Oh, fuck it. Way too much rain for a bloco. It seemed that even Cariocas had given up on it. I mean, I’m sure some people attended but I’ve had enough rain-free blocos to skip that one.
So I grabbed coffee in a lanchonete, turned around and decided to do what I always do on Sunday—going to the beach. (Obviously, only works when travelling and if there’s a beach around…)
Yes, the beach. Why not? If I couldn’t have samba, I would have Copacabana and Ipanema.
I took the subway to Cardinal Arcoverde, the first access station to Copacabana. Hey, maybe it wasn’t raining on the other side of the hill! Maybe the rain had stopped!
But it’s only three stations away, so obviously it was still raining when I arrived fifteen minutes later.
I attempted to walk on Avenida Atlântica—impossível, way too windy, I couldn’t hold the umbrella. If it hadn’t been for the coconut vendors and the 25⁰C temperature, I would have thought I was in Brittany. Okay, missing from the picture was a red-and-blue lighthouse and seagulls. Still, same kind of weather, a true Atlantic storm.

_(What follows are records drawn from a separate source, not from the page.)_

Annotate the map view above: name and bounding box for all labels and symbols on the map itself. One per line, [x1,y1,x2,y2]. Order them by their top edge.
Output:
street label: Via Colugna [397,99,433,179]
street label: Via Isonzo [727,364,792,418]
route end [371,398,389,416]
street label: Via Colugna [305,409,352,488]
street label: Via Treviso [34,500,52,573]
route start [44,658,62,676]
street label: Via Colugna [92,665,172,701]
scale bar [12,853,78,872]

I took the inside street parallel to the beach and to Avenida Atlântica, Avenida Nossa Senhora de Copacabana. It’s usually crowded but it was dead quiet, both because of the rain and because most shops are closed on Sunday.

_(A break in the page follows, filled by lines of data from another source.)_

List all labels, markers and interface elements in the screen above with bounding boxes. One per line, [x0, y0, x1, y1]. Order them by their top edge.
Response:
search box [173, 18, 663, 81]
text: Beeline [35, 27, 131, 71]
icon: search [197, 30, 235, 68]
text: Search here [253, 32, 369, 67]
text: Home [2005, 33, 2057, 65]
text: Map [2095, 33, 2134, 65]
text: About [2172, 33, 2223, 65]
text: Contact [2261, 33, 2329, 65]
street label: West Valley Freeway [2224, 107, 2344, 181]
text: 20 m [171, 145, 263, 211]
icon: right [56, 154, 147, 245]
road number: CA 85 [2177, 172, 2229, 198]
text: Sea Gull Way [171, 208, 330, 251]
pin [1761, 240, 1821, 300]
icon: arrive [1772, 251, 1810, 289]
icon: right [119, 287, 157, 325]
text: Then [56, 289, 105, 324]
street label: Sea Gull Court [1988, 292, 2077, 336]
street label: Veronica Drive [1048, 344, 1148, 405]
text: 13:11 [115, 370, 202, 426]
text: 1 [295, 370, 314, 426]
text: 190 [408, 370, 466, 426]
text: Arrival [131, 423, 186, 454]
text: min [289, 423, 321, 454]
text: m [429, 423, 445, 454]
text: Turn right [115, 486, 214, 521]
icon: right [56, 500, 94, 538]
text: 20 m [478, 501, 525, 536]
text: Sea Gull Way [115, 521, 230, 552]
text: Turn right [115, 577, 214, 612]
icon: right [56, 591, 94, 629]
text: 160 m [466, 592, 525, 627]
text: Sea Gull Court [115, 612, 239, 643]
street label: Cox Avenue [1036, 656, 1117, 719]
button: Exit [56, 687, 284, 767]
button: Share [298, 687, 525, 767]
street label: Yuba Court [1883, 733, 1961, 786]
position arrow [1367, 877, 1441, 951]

My only hope was that Ipanema would be less windy since it’s facing south, while Copa is facing east. It was. Avenida Vieira Souto, along the beach, was rainy and slippery but not too windy.
The military police posted by the Tom Jobim statue gave me a weird look, the “is she crazy?” kind, but on the plus side, I had the avenue and the beach to myself—on the downside, people-watching is the fun part in Ipanema and Copacabana…
I basically followed the smell of money. Copacabana is prime real estate and old rich, Ipanema is posh, paranoid and rich, Leblon is exclusive and mega rich. I’ve always wondered why—I’m not a big fan of Ipanema and Leblon as neighbourhoods, I find them boring and sterile.
I bumped into a bloquinho in Leblon. It raised my spirits for a second—yeah, party! Then I realized it wasn’t a fun, lively bloco but one of these “blocos for rich people” with posh teens getting drunk and messing around with the rental scooters under the benevolent of way too many police officers considering the size of the party. I slowed down but I felt like a parent forced to attend a Hannah Montana concert.
“Take our picture!”
I obliged, and another teen came up to me.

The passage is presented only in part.